Intent Specification Layer Guide

1. Purpose

AI-assisted coding has a recurring failure mode: the model implements what was said, then guesses everything that was not said.

The guesses often hide in places that are not obvious from a happy-path demo:

  • identity and billing authority;
  • canonical IDs and terms;
  • bad input and stale state;
  • retry, rollback, and partial failure;
  • whether generated artifacts or human specs are the source of truth.

The Intent Specification Layer exists to reduce those guesses and expose the ones that remain. It is not a documentation archive. It is the implementation-governing layer of a repository.

docs/ explains.
spec/ governs.

If code and spec disagree, update the code or update the spec first. Do not leave them divergent.

Its essential value is not “more requirements.” It is a smaller, reviewable model of the user experience and system promises.

That model works in two directions:

  • forward: intent -> plan -> implementation -> verification;
  • reverse: spec review -> missing journey/state/failure found -> spec and code correction -> verification.

A good spec lets a reviewer understand the intended user journey before reading all the code. If the spec review reveals that a step, state, error, or next action is missing, that is a product defect until the spec and code are brought back into alignment.

2. Authority, Scope, And Evidence

The layer has one source-of-truth job:

Record the intended product and system promises, including behavior that has been decided but not implemented yet.

Do not remove an accepted future behavior from spec/ just because the current code does not implement it.
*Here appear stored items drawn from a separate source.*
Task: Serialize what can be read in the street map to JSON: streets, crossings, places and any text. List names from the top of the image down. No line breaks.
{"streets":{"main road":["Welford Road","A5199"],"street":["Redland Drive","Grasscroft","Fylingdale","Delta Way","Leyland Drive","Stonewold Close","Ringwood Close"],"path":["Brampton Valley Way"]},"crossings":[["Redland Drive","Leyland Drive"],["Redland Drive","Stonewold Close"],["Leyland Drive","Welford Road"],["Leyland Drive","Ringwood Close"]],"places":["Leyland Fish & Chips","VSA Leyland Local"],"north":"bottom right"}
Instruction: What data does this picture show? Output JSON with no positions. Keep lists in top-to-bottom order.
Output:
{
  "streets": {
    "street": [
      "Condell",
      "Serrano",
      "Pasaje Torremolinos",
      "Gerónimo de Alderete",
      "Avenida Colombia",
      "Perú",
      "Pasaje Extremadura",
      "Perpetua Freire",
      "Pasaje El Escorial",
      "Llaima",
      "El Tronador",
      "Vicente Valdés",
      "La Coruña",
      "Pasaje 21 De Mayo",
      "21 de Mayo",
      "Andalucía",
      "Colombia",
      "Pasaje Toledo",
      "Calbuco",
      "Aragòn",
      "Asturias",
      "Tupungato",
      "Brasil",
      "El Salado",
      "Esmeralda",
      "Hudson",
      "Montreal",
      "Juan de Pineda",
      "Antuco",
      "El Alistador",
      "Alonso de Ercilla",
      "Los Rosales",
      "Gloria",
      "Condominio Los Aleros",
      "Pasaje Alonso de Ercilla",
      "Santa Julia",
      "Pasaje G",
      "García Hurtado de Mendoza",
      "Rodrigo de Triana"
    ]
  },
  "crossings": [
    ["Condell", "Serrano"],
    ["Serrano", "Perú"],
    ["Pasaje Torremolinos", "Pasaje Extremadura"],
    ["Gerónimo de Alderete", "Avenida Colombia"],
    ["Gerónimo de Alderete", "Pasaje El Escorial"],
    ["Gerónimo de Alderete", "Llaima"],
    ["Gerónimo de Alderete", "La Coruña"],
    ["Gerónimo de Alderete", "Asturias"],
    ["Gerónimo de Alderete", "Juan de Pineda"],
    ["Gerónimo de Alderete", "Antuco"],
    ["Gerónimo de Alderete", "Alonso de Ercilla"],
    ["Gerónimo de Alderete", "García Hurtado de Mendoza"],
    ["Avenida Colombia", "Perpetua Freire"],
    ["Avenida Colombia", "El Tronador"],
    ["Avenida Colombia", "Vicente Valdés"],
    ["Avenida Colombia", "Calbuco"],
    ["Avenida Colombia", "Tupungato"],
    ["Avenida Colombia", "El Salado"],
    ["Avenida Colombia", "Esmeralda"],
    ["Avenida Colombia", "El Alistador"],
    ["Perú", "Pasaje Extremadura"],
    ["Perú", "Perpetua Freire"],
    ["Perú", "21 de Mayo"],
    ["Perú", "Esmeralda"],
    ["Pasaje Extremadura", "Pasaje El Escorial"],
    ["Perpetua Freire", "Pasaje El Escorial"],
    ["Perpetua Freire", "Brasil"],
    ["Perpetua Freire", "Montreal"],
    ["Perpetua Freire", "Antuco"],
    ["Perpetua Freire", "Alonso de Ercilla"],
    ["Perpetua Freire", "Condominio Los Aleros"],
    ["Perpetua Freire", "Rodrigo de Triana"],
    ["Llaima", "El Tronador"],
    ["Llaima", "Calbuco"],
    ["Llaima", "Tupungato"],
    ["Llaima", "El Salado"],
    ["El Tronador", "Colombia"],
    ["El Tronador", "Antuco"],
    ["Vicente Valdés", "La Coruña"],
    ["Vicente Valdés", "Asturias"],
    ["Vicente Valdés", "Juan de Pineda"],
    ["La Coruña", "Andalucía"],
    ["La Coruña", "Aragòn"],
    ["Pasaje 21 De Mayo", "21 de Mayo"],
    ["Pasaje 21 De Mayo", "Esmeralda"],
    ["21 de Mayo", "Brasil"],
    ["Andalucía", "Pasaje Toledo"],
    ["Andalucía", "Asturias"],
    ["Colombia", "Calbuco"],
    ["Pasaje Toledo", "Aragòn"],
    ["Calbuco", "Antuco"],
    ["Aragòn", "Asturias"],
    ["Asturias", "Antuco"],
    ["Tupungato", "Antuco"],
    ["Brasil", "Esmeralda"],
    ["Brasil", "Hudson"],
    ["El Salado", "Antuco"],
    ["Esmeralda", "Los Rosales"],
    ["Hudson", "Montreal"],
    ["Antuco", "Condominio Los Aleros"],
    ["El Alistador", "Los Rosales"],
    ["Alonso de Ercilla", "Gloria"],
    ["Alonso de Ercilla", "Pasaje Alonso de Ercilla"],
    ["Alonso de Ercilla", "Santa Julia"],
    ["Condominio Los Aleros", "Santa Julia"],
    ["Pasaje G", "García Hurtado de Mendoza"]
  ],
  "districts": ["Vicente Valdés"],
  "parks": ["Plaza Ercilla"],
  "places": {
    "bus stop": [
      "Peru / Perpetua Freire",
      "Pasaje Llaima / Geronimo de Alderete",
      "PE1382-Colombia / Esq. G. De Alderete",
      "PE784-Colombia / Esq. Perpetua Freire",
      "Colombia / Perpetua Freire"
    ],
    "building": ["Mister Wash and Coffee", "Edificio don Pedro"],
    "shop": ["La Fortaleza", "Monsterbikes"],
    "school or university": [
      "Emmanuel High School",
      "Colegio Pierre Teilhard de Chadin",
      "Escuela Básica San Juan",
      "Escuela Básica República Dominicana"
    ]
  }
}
That would turn the spec into a snapshot of the code, which is the opposite of its purpose.

Keep these categories separate:

Category Belongs in Meaning
Authoritative intent L0/L1/L2/L3 specs What must be true for the product or system
Release scope spec frontmatter or release planning notes Which accepted promises are targeted by a release
Implementation evidence tests, guardrails, code traces, manual evidence records What has actually been verified
Review findings spec/reviews/ ledger Candidate gaps, status, and resolution trail
Generated artifacts generated/ or project-local build output Trace slots and derived reports, not authority

Implementation status words such as missing, partial, ready, or implemented should not appear as normative L1/L2/L3 behavior. Put them in a review ledger or evidence matrix instead.

A finding becomes a release blocker only when all of these are true:

  1. the requirement is authoritative, not merely a proposal or sample;
  2. the requirement is in the target release scope;
  3. implementation evidence is missing or partial;
  4. the behavior is required for the release’s core user, operator, or system journey.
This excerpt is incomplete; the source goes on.